Personal Sabotage: The New Leisure Activity?

Jul. 2, 2012
Charles Holdefer’s novel, The Contractor, about an American black site and the use of torture in the “War on ...

We’ve all heard the speculation about how Google and Facebook and other worthies are hoarding our personal data and will sell it with highly profitable, and perhaps sinister, results. These are nervous times.

I’m like most people: I use free services, while begrudging the prospect of being used by them. Sure, I want to have it both ways. Don’t you?

That’s why I’ve recently embraced personal sabotage: I deliberately use search engines and click links to articles and products that don’t interest me, that I don’t like, and that never, in a thousand years, would I ever buy. God, no!

Why do this?

To screw up the statistics. To compromise the data. To make myself something other than a passive partner to some faraway stranger getting rich.
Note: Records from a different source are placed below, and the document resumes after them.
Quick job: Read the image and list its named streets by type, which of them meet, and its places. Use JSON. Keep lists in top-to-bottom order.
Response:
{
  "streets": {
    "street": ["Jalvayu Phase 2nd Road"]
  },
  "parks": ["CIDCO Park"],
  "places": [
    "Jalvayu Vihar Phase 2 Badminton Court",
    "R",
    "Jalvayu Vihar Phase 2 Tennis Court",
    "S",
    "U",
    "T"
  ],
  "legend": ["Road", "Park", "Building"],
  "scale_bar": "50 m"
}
For instance, I don’t like accordions. That’s putting it mildly. Mind you, I have nothing against the performers as individuals — a respected friend of mine loves playing her accordion, and as far as I know, every accordionist is the salt of the earth — but I am positively allergic to the music. If hell exists, and if I go there, the soundtrack will be accordions.
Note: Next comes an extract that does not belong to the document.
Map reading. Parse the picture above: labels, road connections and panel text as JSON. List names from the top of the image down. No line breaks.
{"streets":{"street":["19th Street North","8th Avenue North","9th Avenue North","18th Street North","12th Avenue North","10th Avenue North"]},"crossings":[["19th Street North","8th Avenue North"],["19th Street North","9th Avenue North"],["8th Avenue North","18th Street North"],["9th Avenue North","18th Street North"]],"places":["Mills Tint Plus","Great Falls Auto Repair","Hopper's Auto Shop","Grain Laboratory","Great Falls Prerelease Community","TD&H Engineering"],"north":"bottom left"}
But, only minutes ago, I ran a Facebook search for accordion music and clicked promiscuously on the subject for 40 seconds. Maybe an entire minute. I racked up some dubious statistics and queered my cyber profile. After stumbling across a spirited five-minute accordion solo of “Through the Eyes of Love,” I turned off the sound (of course!) and then went to the kitchen and made myself a cup of coffee.
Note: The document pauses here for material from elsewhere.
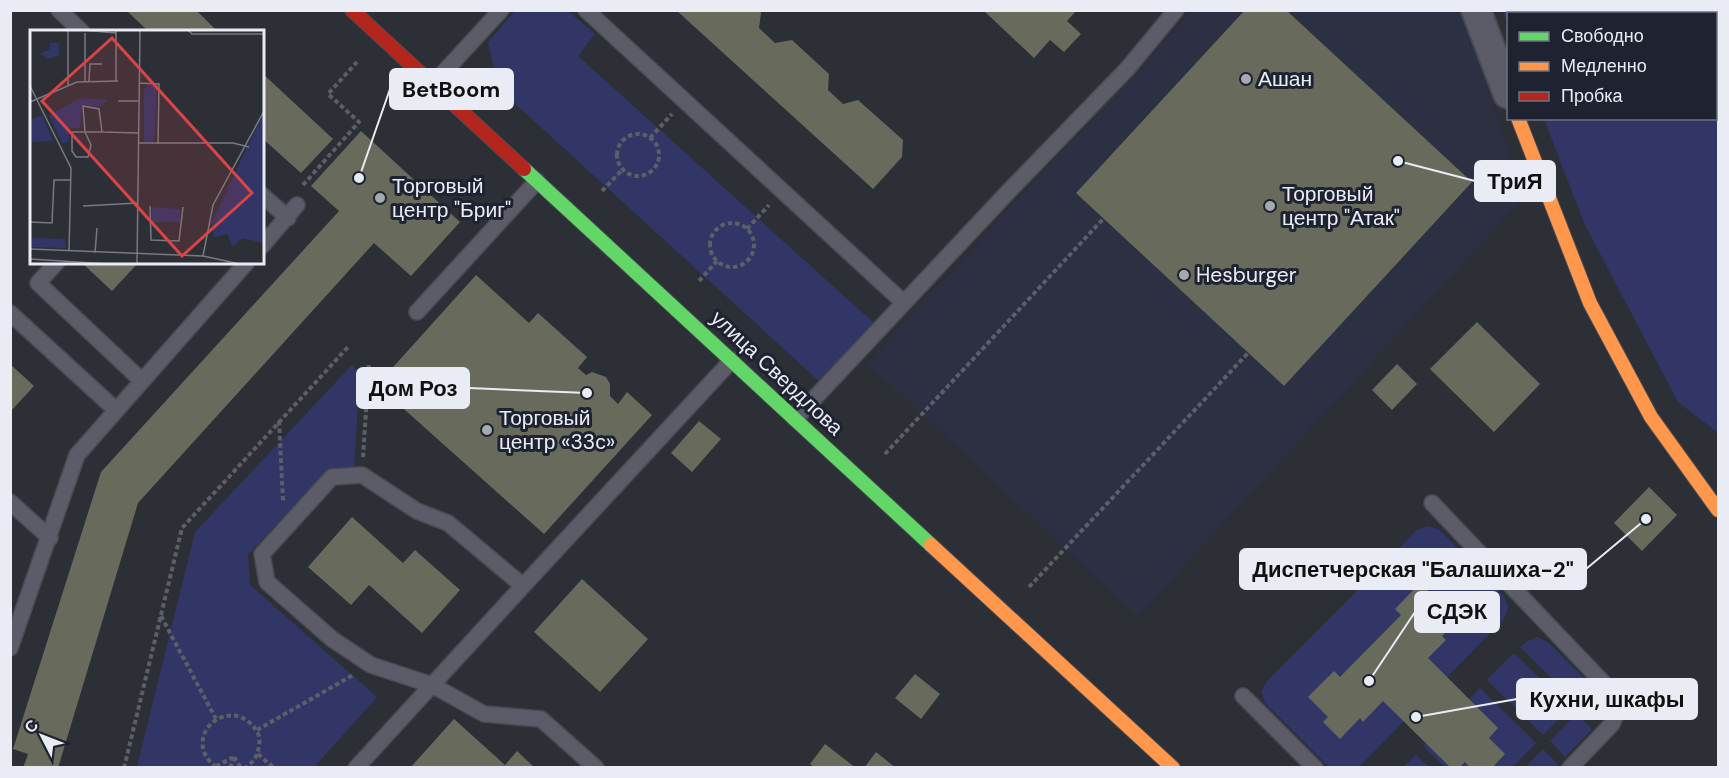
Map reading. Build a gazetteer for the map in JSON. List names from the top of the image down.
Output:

Some people will say that they don’t have time for such foolery. They are too busy, their daily demands are too serious. To which I reply: Uh huh. How many regular internet users can honestly say, “Today, I didn’t waste a minute!” Please.

And the good news is, personal sabotage is amazingly easy. If you fit it around your phone calls and emails and toilet breaks and other interruptions, you can leave an almost effortless trail of Fake Consumer Data without inconveniencing your necessary business.

Today, in addition to accordions, I’ve run searches on Tai Chi and Tim Burton and Nascar and quinoa — all subjects that I don’t give a damn about. If these searches result in banner or sidebar ads on my screen, it makes no difference, because I’ve developed a tunnel vision that leads me to block out them out. Putting something in front of my face doesn’t mean that I’ll see it. I suspect that I’m typical in this regard. Most internet users have acquired this selective focus. We expose ourselves, but we still want to be left alone.

_____

I have no illusions. Of course, my cyber gestures are not going to change the larger economy. But my personal sabotage does have the immediate short-term benefit of challenging the most complacent, demeaning and powerful forces at work to make me something less than an individual, and something more like a Consumer Profile.

Sentimental? Maybe… but maybe not! It wouldn’t surprise me if other people were privately doing the same thing, or would warm to the idea, once they heard about it.

What if the millions — no, the hundreds of millions — of Facebook and other social media users began celebrating a similar reluctance to be used? What if they planted beautiful nonsense and their personal sabotage became a new leisure activity?

Unlike hacking, you’re not intruding where you’re uninvited. Remember, it’s all about you.

Paradoxically, by clicking wildly and promiscuously and counter-intuitively — by lying about yourself — you’ll reclaim some autonomy and become more your own master. That’s today’s world.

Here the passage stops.